Kempthorne Signs Immunization Plan Legislature, However, Balks At Funding
Gov. Dirk Kempthorne signed Idaho’s new immunization registry plan into law Thursday, but the Legislature didn’t give him any money for it.
“We’re going to make it happen, no matter what,” Kempthorne said shortly after signing the measure amid a crowd of fidgeting toddlers at a Boise day-care center. “It’s too important. … We owe it to the kids.”
The voluntary registry is a key part of Kempthorne’s plan to boost Idaho’s immunization rate for 2-year-olds from among the worst in the country to among the best. The rate jumped from 72 percent to 79 percent in recent months - an increase state officials called an encouraging sign. Kempthorne wants it raised to 90 percent within two years.
The recent increase has been credited to efforts by doctors, hospitals, the Idaho Immunize by Two coalition and other public and private groups pushing immunization.
Karl Kurtz, the new state Health and Welfare director, said, “No state has reached that 90 percent level, but with such effective partnering and establishment of a voluntary immunization registry, I am convinced more than ever we can get the job done in Idaho.”
The governor had requested $98,000 in the state budget to set up the registry in the coming year, but legislative budget writers didn’t give a cent to the program.
Rep. Maxine Bell, R-Jerome, vice-chairwoman of the Legislature’s budget committee, said, “It simply got left in the dust when we were fighting through some of the other things that came in to us kind of late.”
“I do recall that we were told there would be a lot of volunteer effort on that,” she said.
“I can’t help but think if they needed money, we’d have heard about it, because we were hearing about everything right up to the end,” she said.
Jim Hawkins, the former state commerce director who is volunteering as chief of the immunization effort, said some Health and Welfare funds for promoting immunization will help his push, and he has already received an anonymous gift of $10,000 for the registry program.
The registry will track children’s immunizations, allowing parents and doctors to keep up to date on which shots are needed when.
“We have some support from the private sector,” Hawkins said.
He said he is still developing a budget for the registry program, and isn’t sure yet whether he’ll need the $98,000 Kempthorne had requested. But, he said, “It was a reasonable figure.”
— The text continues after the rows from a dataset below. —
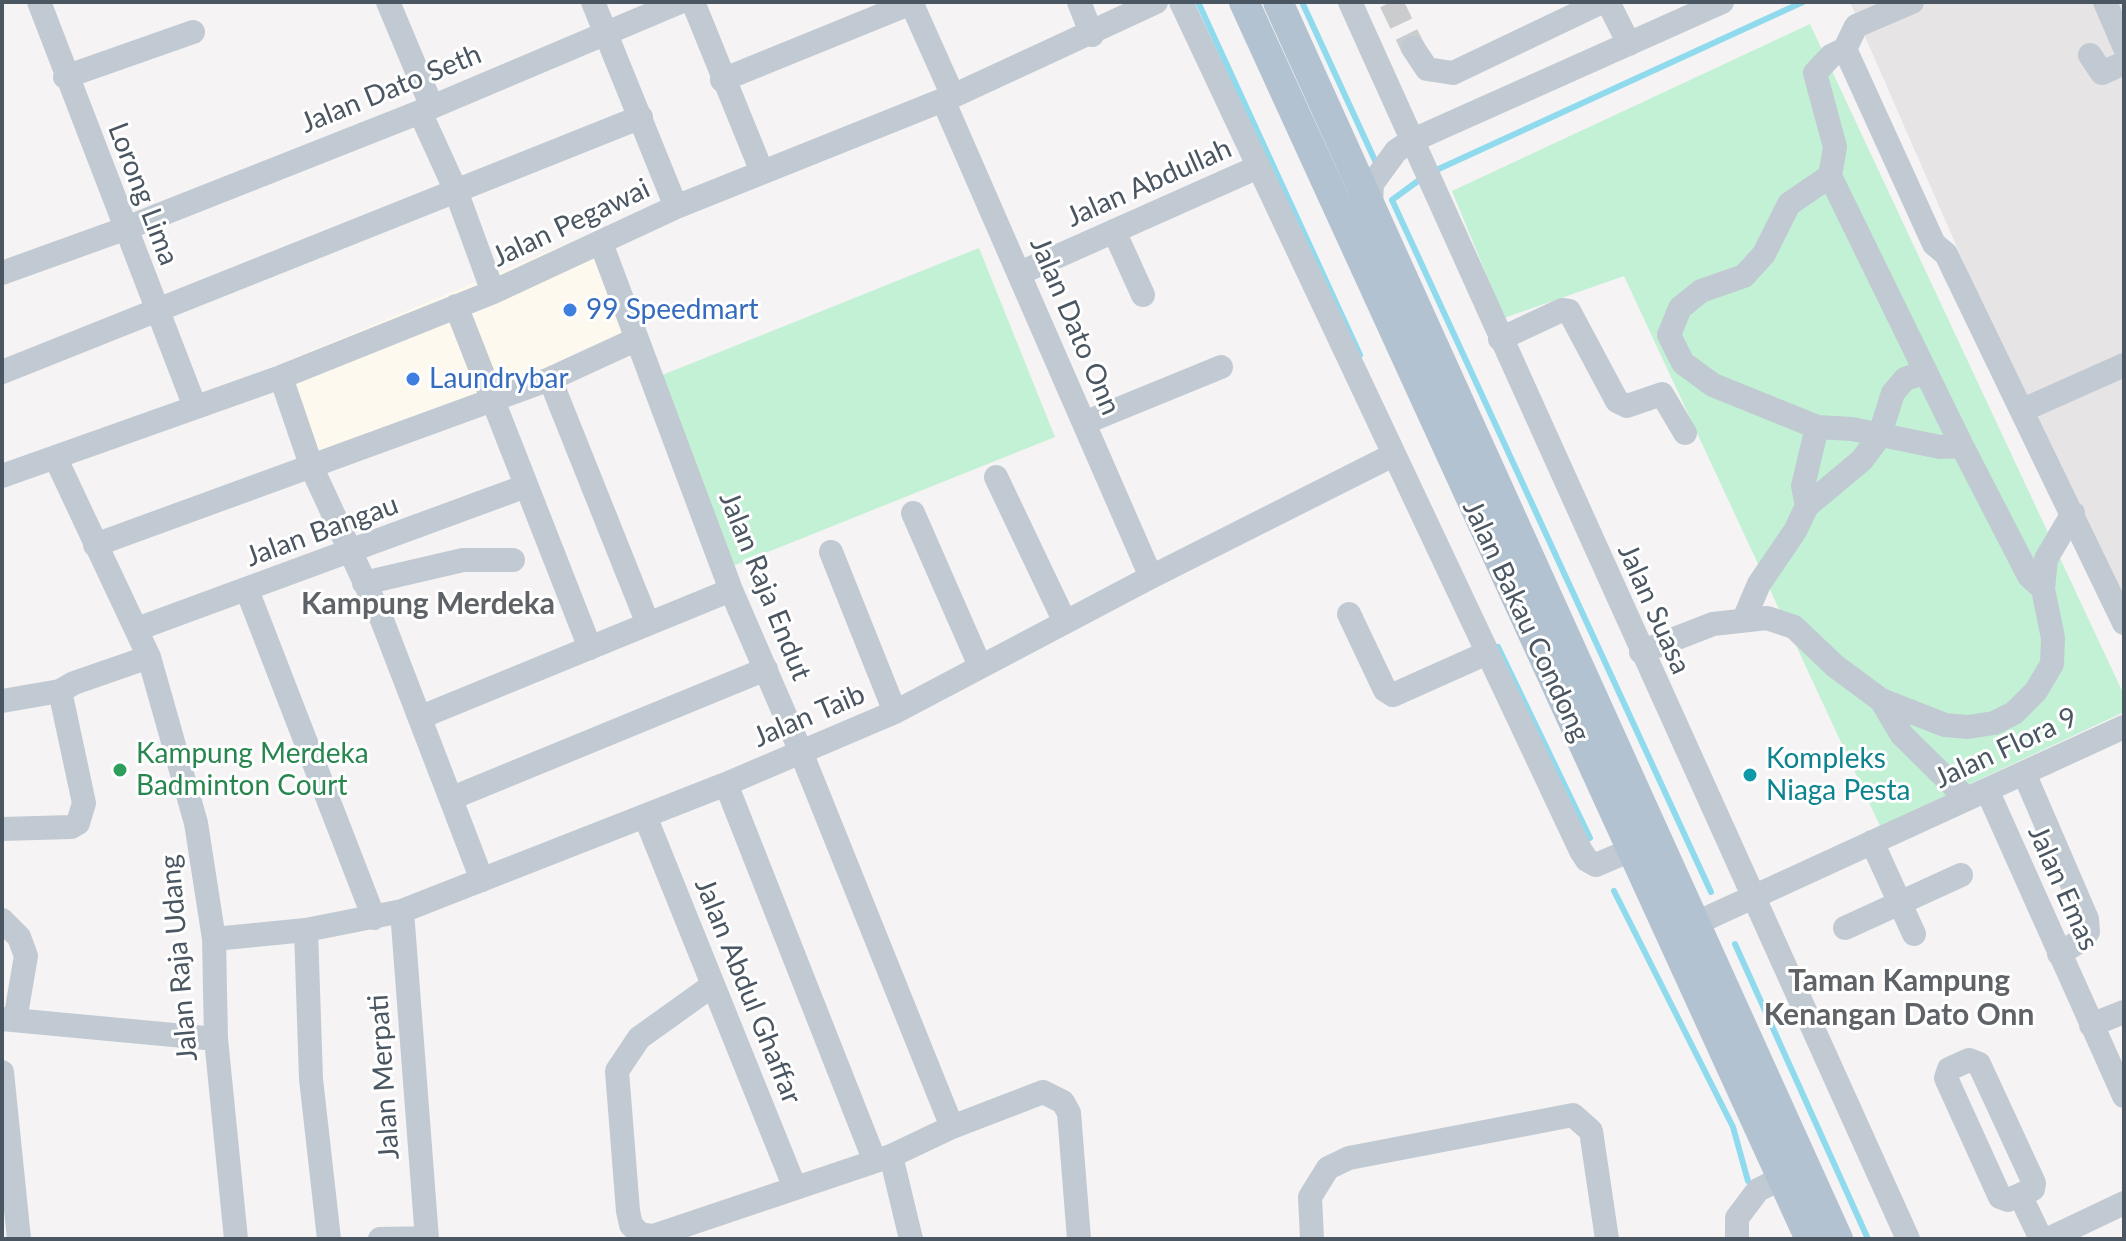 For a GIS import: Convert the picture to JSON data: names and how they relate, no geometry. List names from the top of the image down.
{
  "streets": {
    "main road": ["Jalan Bakau Condong"],
    "street": [
      "Jalan Dato Seth",
      "Jalan Abdullah",
      "Lorong Lima",
      "Jalan Pegawai",
      "Jalan Dato Onn",
      "Jalan Bangau",
      "Jalan Raja Endut",
      "Jalan Suasa",
      "Jalan Taib",
      "Jalan Flora 9",
      "Jalan Emas",
      "Jalan Raja Udang",
      "Jalan Abdul Ghaffar",
      "Jalan Merpati"
    ]
  },
  "crossings": [
    ["Jalan Dato Seth", "Lorong Lima"],
    ["Jalan Abdullah", "Jalan Dato Onn"],
    ["Lorong Lima", "Jalan Pegawai"],
    ["Jalan Pegawai", "Jalan Dato Onn"],
    ["Jalan Pegawai", "Jalan Raja Endut"],
    ["Jalan Pegawai", "Jalan Raja Udang"],
    ["Jalan Dato Onn", "Jalan Taib"],
    ["Jalan Bangau", "Jalan Raja Udang"],
    ["Jalan Raja Endut", "Jalan Taib"],
    ["Jalan Suasa", "Jalan Flora 9"],
    ["Jalan Bakau Condong", "Jalan Flora 9"],
    ["Jalan Taib", "Jalan Raja Udang"],
    ["Jalan Taib", "Jalan Abdul Ghaffar"],
    ["Jalan Taib", "Jalan Merpati"],
    ["Jalan Flora 9", "Jalan Emas"]
  ],
  "districts": ["Kampung Merdeka", "Taman Kampung Kenangan Dato Onn"],
  "places": [
    "99 Speedmart",
    "Laundrybar",
    "Kampung Merdeka Badminton Court",
    "Kompleks Niaga Pesta"
  ]
}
Without funds from the state budget, he plans to do some of the work himself, seek private contributions and enlist volunteers. “I have three or four people that are extremely knowledgable in the development of software,” he said. “I’m doing the scouting personally.”
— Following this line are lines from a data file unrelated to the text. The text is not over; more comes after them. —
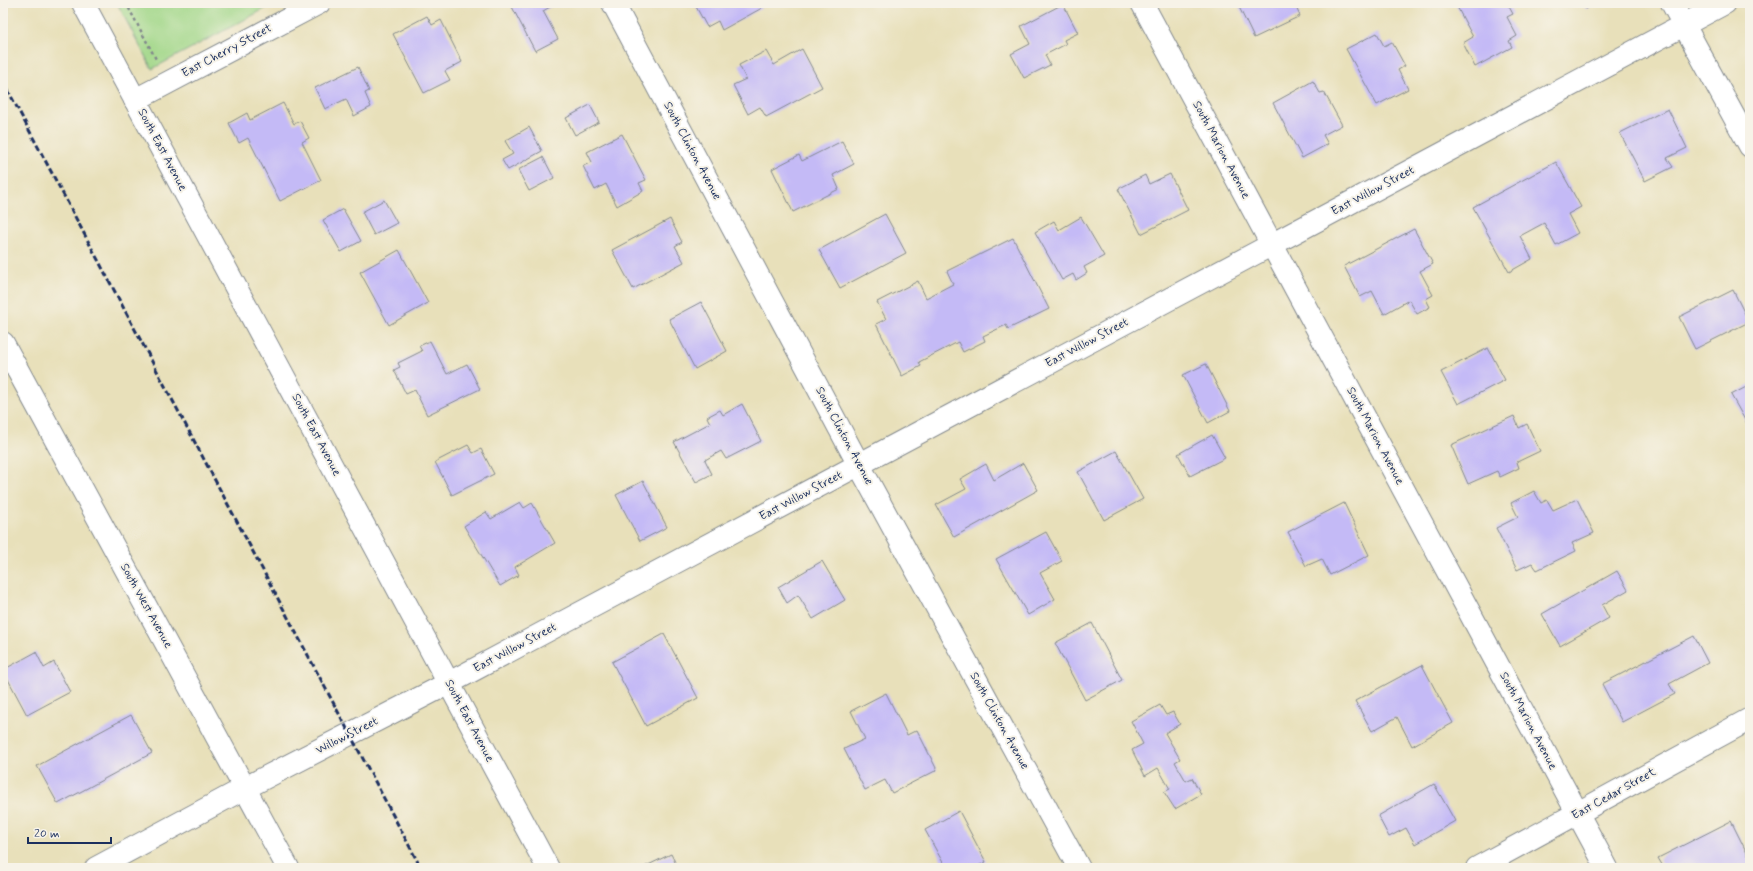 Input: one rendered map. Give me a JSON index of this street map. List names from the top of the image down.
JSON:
{
  "streets": {
    "street": [
      "East Cherry Street",
      "South East Avenue",
      "South Marion Avenue",
      "South Clinton Avenue",
      "East Willow Street",
      "South West Avenue",
      "Willow Street",
      "East Cedar Street"
    ]
  },
  "crossings": [
    ["East Cherry Street", "South East Avenue"],
    ["South East Avenue", "East Willow Street"],
    ["South East Avenue", "Willow Street"],
    ["South Marion Avenue", "East Willow Street"],
    ["South Marion Avenue", "East Cedar Street"],
    ["South Clinton Avenue", "East Willow Street"],
    ["East Willow Street", "Willow Street"],
    ["South West Avenue", "Willow Street"]
  ],
  "scale_bar": "20 m"
}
If necessary, Hawkins said, he may ask next year’s Legislature for a supplemental appropriation. That’s a late commitment of state money for the fiscal year that’s already in progress.
Bell said that was a possibility. “By that time, maybe they’ll have the way that’s going to work, who’s going to do it … and the funding they were going to have from private sources,” she said. “It was one of those things, like the children’s initiative, it was kind of a work in progress as we went along.”
Lawmakers killed Kempthorne’s proposed early childhood development initiative this year, with some critics saying the governor just hadn’t provided them with enough information about the program. Others suggested it contained ominous signs of government intrusion into families.
Those same fears were raised about the immunization registry, with the Idaho Christian Coalition and other groups packing a legislative committee hearing that ran long into one evening to complain about the bill.
Conservative Rep. Bill Sali, R-Meridian, then completely rewrote the bill to add in extra protections for parents who object to immunizations, guarantees that the data wouldn’t be made public or be widely distributed, and extra options for parents who get on the registry, but then decide to withdraw from it.
Sali attended Kempthorne’s Boise bill-signing Thursday, and praised the final legislation. “This represents the first time there is very clear statutory protection” for parents who oppose immunization, he said.
Also attending the signing was Sen. Jack Riggs, R-Coeur d’Alene, a physician who pushed strongly for the legislation. “It’s very difficult to get all the shots by age 2, and that medically is the goal,” he said.
Though Idaho’s immunization rates rise by the time children enter school, the low rates among babies and toddlers have led to fatal outbreaks of whooping cough in North Idaho.
This sidebar appeared with the story: FAST FACT Early shots Though Idaho’s immunization rates rise by the time children enter school, the low rates among babies and toddlers have led to fatal outbreaks of whooping cough in North Idaho.